One of the great insults of all time is to mention that whatever is to their standard what military music is to music. Military music is as such not that highly regarded, though we of course leave the window open for exceptions and note that even a marching band can be swinging some times.
However, in its defense, military music was mostly created to set the tone when soldiers marched into battle. It was not exactly meant to be used for easy listening. For such things, there was Bach and Beethoven and such. But what about military art? What about the many paintings requested by lords and kings to confirm their glory?
Fortunately, the situation here is a bit different. Paintings were generally create to further enhance the reputation and legend of the depicted, but as a medium it also offered more artistic freedom of expression. As such, paintings like Rembrandt’s The Night Watch. With the full title of The Company of Frans Banning Cocq and Willem van Ruytenburch, the painting depicts a company moving out. As such, the painting has a clearly military theme and yet, it is also counted among the clear masterpieces of Rembrandt.

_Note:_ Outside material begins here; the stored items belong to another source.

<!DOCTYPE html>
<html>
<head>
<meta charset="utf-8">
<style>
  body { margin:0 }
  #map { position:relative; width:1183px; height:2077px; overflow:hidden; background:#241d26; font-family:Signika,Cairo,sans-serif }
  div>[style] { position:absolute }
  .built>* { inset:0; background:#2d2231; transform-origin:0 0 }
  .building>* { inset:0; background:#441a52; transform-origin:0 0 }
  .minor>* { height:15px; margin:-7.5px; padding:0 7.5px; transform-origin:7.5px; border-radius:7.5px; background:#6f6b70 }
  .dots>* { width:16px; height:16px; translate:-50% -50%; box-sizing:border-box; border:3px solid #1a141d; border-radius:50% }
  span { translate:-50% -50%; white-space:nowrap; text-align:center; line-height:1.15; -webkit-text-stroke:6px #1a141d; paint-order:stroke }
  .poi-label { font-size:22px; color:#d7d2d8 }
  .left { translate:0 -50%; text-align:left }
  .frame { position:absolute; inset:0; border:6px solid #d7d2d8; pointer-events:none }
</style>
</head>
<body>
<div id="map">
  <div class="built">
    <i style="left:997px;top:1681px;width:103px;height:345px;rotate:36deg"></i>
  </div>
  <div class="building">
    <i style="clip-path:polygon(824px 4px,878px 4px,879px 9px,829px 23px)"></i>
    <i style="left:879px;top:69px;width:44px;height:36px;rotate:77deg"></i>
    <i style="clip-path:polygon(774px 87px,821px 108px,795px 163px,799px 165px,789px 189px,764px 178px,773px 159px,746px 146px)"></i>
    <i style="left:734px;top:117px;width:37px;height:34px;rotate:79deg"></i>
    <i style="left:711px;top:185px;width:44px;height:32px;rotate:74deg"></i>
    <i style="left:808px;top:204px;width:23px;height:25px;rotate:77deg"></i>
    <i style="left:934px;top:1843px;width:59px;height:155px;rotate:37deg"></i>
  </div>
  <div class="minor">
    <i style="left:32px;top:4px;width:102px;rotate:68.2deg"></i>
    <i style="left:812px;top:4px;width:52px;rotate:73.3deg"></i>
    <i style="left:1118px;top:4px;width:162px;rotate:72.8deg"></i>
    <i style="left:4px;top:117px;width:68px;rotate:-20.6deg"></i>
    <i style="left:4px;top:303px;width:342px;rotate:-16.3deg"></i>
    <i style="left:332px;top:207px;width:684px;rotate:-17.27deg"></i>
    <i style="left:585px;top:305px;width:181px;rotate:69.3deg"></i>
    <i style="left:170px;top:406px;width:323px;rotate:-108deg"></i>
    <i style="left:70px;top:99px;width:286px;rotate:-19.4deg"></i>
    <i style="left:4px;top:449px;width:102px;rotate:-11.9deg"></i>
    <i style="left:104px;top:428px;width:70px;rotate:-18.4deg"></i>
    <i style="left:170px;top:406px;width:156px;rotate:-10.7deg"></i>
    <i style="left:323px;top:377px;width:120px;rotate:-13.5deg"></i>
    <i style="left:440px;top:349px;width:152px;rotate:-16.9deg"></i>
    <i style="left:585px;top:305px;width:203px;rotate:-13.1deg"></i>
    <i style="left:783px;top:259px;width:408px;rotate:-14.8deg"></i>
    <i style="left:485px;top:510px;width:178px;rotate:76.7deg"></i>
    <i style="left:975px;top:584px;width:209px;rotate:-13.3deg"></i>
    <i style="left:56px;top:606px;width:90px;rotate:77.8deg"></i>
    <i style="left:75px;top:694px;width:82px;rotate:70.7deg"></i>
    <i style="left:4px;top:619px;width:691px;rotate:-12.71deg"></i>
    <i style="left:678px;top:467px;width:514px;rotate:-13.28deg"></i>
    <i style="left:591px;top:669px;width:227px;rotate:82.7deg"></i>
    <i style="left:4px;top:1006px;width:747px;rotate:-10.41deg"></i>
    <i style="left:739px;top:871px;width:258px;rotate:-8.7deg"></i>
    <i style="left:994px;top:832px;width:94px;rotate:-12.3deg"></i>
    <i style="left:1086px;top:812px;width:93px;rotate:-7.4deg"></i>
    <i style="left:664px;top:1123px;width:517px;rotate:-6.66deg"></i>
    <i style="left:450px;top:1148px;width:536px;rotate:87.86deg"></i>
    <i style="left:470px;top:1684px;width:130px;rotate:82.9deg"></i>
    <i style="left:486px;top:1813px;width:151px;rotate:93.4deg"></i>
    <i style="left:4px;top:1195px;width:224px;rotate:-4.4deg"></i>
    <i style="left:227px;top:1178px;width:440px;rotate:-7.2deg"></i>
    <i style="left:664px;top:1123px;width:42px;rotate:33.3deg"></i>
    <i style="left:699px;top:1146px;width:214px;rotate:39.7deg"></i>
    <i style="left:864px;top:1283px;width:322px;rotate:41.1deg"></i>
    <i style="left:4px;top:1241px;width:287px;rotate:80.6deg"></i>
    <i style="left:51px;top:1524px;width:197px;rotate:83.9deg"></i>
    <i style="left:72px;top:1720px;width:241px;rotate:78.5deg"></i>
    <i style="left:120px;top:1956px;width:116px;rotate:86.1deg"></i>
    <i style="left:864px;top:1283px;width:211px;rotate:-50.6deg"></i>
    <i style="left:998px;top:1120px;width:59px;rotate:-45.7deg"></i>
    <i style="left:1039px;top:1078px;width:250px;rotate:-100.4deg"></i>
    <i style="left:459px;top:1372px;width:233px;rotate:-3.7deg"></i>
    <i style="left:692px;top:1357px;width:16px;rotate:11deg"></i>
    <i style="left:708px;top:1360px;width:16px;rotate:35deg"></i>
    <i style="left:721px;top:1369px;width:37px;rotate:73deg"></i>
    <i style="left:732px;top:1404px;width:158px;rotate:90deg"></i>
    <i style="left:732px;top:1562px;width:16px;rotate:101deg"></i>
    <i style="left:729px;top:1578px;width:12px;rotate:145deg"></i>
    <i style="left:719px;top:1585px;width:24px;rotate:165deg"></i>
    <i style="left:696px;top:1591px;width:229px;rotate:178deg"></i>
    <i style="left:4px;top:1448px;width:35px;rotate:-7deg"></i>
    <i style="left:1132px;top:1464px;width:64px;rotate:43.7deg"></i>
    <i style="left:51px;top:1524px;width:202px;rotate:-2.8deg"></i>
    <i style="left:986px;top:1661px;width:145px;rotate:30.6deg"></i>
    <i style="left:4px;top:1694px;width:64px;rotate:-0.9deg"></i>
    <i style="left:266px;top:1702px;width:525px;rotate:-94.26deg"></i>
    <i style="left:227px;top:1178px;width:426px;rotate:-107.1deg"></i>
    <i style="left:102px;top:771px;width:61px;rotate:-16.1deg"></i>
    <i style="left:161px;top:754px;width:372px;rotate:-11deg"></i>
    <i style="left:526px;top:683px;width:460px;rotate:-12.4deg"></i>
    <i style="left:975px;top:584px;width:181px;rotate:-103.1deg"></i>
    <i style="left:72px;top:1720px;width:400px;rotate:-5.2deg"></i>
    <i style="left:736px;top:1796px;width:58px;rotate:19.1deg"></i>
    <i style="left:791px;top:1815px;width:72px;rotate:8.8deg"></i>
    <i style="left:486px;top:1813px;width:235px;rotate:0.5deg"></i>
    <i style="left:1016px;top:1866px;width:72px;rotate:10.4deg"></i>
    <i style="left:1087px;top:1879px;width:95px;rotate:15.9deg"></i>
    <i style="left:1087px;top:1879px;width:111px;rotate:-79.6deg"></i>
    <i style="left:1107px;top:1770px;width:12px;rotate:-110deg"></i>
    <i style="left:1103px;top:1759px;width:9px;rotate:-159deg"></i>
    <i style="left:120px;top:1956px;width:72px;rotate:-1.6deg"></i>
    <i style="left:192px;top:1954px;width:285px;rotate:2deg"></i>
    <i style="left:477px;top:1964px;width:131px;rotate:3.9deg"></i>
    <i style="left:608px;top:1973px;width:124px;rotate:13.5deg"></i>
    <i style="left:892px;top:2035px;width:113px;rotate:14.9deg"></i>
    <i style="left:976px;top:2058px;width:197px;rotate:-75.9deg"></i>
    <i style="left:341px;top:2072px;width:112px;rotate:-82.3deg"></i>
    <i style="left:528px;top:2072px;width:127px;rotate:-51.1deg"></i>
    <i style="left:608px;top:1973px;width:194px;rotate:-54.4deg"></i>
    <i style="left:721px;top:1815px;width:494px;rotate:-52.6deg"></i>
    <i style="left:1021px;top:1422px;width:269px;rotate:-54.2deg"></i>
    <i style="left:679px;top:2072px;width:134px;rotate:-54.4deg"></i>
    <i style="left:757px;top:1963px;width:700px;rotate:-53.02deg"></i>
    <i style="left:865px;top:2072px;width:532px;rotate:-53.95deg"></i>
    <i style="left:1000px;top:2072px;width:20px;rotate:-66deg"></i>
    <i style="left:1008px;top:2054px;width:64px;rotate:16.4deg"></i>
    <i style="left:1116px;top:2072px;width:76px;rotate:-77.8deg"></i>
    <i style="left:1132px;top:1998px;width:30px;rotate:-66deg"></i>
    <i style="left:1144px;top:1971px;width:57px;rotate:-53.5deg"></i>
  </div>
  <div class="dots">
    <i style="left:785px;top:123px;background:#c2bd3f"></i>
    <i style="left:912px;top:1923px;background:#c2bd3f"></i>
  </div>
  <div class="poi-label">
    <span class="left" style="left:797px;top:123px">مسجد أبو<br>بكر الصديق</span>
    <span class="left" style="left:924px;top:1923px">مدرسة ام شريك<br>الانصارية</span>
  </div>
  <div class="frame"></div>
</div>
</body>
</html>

But not all militarily related art is quite as masterful. Art has been used as part of propaganda throughout time, and e.g. the posters of the third Reich are not considered art by even the most liberal. On the other hand, the posters create by Edward Hopper across the Atlantic might actually qualify.
But maybe the greatest militarily related art is not the art requested by the powers that be at all. Artists are products of their time, people of their era. As such, when actions of war are taking place around an artist, they will often comment on this through the only medium they really know: Their Art. As such, some of the greatest militarily related art is actually comments on military acts rather than work commissioned by the military itself. In fact some painters like Jack Wolfe based many of their works on such expressions of political opinions, as all actions of war are in the end political.
Of course this leaves us with the clear conclusion that military influences do not ruin art the way some claim it affects music. The world of art seems safe, whether it is depicting or commenting on military acts. But then what could square art enough to qualify it for a doubtful comparison with military music? There are some that would claim that religion played that role, and indeed the influence of the church did take away from of the more sensual aspects of the world of art, compared to classic times. This lasted until the renaissance where the same classic art inspired new artists to regain the sensuality. However, while this lack of sensuality can at worst be said to be a temporary setback, it also completely forgets the amazing works fostered by the church. One only have to look at the ceiling of the sixteenths chapel or works like The Last Supper, and we are reminded at how much the world of art also owes to religion.
That probably leaves us with just totalitarian regimes to really limit artistic output and make it anything similar to military music. If artistic expression is limited in such a way, if there is no freedom to define ones own expression, then art too can become bland and predictable. But sparing that, art reflects life and society and the times it is created in, and through this, helps us understand more about ourselves, no matter what the subject of the painting might be.